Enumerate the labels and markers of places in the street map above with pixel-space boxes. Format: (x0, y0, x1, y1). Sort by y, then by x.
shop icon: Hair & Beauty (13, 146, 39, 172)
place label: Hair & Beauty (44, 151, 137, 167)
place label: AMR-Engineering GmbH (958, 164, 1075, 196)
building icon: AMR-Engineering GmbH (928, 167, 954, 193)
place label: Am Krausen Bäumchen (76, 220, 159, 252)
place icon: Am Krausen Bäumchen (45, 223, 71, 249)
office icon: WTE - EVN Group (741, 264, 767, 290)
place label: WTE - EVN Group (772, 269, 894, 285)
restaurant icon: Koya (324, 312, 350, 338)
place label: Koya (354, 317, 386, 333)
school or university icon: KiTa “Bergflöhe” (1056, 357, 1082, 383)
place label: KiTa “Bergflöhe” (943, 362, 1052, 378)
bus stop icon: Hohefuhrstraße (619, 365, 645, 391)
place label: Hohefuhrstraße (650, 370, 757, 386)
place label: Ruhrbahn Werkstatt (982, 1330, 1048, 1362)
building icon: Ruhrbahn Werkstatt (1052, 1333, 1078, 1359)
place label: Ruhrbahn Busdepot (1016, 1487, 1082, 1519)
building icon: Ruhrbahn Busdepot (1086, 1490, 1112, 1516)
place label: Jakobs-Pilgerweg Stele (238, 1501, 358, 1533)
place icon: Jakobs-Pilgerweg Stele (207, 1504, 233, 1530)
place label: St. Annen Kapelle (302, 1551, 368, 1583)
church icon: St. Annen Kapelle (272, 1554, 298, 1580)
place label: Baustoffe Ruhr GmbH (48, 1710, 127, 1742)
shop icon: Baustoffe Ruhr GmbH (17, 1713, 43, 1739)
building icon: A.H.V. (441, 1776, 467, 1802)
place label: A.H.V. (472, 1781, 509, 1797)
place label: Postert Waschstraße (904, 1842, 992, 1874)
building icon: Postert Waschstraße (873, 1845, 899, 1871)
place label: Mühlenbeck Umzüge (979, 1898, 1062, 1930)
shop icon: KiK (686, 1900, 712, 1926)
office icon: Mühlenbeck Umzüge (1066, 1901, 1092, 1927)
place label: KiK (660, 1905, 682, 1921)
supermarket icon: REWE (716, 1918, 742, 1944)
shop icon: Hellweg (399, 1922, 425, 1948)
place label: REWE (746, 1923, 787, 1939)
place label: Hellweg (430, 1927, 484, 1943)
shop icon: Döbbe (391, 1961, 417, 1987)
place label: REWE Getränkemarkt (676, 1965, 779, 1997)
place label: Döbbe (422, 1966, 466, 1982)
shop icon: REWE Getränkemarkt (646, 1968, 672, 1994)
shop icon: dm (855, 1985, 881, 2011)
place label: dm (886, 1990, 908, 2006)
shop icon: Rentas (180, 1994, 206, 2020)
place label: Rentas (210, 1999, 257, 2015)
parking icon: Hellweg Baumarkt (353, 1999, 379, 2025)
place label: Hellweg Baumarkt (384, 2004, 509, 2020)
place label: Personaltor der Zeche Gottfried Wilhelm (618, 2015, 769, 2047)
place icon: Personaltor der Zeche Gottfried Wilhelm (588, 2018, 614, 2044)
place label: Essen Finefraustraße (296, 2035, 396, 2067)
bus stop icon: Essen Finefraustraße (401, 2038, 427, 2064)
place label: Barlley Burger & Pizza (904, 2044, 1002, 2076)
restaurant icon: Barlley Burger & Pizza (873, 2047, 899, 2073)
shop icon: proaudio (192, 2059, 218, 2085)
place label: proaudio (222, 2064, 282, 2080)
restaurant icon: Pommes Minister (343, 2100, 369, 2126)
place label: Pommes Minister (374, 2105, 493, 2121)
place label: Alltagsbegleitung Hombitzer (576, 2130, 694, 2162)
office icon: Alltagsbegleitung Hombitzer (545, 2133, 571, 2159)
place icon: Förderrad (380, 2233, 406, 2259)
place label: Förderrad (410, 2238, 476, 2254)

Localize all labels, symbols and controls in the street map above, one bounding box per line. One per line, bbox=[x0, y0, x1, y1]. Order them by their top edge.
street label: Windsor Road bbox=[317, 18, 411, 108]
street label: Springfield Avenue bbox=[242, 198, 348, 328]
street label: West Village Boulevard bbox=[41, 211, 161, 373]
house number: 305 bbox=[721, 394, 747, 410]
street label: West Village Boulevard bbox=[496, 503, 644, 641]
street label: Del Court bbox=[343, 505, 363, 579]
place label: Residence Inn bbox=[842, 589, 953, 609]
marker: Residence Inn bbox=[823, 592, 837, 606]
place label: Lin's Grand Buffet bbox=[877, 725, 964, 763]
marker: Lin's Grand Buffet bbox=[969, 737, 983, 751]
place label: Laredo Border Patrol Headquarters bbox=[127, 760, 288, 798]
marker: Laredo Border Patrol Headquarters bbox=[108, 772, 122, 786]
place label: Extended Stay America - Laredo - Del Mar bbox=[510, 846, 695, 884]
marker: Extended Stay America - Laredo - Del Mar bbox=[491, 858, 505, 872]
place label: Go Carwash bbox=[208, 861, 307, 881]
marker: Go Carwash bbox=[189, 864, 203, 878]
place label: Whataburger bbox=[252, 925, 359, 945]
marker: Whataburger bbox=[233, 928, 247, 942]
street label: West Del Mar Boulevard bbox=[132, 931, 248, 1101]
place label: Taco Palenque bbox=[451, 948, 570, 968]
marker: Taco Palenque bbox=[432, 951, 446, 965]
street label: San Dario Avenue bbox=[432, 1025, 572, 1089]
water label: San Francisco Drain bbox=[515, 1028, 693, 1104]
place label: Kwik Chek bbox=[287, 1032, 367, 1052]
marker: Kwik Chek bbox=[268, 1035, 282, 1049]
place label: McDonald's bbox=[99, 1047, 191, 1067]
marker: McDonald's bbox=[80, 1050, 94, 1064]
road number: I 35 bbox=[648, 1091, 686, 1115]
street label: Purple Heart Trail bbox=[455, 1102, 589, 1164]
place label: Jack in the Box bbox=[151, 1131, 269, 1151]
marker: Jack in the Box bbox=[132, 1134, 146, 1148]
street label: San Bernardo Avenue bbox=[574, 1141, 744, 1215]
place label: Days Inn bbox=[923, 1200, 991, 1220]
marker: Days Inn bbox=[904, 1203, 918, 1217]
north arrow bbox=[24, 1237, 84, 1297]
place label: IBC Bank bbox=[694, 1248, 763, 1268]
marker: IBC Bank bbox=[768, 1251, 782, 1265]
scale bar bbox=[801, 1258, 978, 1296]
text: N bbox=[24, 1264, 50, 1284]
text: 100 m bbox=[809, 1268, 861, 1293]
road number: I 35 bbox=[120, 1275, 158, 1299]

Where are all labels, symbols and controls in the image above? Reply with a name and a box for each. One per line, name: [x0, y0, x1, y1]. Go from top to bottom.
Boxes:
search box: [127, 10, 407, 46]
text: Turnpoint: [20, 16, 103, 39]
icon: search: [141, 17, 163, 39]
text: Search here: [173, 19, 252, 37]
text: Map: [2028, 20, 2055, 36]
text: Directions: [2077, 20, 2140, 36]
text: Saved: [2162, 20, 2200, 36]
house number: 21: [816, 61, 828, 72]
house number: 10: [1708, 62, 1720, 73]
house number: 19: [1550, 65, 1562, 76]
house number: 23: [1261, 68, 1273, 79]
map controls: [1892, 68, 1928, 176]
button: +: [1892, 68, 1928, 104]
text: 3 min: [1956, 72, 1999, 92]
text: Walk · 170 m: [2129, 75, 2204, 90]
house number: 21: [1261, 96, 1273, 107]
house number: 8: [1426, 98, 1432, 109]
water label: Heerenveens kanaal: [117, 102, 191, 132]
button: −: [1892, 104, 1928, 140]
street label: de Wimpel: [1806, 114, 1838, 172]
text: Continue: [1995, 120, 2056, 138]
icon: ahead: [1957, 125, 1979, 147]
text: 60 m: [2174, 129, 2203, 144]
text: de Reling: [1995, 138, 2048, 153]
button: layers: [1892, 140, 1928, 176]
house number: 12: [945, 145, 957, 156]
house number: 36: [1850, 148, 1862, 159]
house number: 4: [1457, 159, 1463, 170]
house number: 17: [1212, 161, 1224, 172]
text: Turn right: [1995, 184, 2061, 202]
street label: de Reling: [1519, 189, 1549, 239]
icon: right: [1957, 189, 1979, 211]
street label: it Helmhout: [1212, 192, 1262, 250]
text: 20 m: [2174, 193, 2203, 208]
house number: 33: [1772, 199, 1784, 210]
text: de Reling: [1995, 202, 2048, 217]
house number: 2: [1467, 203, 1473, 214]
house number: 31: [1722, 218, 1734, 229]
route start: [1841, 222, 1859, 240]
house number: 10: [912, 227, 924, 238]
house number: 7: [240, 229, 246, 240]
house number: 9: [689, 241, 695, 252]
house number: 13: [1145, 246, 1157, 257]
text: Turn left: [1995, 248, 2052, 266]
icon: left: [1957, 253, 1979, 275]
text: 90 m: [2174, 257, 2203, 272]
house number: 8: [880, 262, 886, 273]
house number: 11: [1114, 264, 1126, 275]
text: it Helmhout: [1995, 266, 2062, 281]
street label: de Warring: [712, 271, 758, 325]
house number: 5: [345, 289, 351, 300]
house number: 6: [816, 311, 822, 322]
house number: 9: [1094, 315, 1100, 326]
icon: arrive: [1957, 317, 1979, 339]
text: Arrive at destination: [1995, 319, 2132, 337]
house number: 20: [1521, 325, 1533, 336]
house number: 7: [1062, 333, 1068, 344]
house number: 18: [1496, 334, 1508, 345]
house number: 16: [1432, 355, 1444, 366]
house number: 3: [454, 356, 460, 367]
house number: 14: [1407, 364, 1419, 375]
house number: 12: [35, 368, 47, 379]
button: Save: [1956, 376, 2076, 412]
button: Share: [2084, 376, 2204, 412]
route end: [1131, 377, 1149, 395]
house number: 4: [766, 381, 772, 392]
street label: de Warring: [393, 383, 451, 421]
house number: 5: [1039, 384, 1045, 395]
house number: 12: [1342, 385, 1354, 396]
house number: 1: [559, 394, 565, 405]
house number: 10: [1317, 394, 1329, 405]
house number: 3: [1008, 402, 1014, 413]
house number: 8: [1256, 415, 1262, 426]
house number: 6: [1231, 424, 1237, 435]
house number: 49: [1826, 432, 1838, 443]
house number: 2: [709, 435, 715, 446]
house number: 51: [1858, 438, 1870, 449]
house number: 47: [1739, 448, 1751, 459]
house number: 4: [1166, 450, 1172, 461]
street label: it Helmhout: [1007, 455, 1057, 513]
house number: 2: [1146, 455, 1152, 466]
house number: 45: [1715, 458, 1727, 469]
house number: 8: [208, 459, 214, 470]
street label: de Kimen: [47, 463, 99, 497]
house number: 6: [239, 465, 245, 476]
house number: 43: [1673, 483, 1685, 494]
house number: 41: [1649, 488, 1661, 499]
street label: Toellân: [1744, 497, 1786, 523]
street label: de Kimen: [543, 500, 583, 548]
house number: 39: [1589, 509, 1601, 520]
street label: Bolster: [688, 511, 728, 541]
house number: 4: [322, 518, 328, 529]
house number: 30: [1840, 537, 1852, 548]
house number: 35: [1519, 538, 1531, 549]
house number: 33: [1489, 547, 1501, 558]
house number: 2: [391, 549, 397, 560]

#####

*EXERCISE INSTRUCTIONS*
Where does the word "Ruhrbahn" appear in the listing? List each line that holds it.

*ANSWER BOX*
place label: Ruhrbahn Werkstatt (982, 1330, 1048, 1362)
building icon: Ruhrbahn Werkstatt (1052, 1333, 1078, 1359)
place label: Ruhrbahn Busdepot (1016, 1487, 1082, 1519)
building icon: Ruhrbahn Busdepot (1086, 1490, 1112, 1516)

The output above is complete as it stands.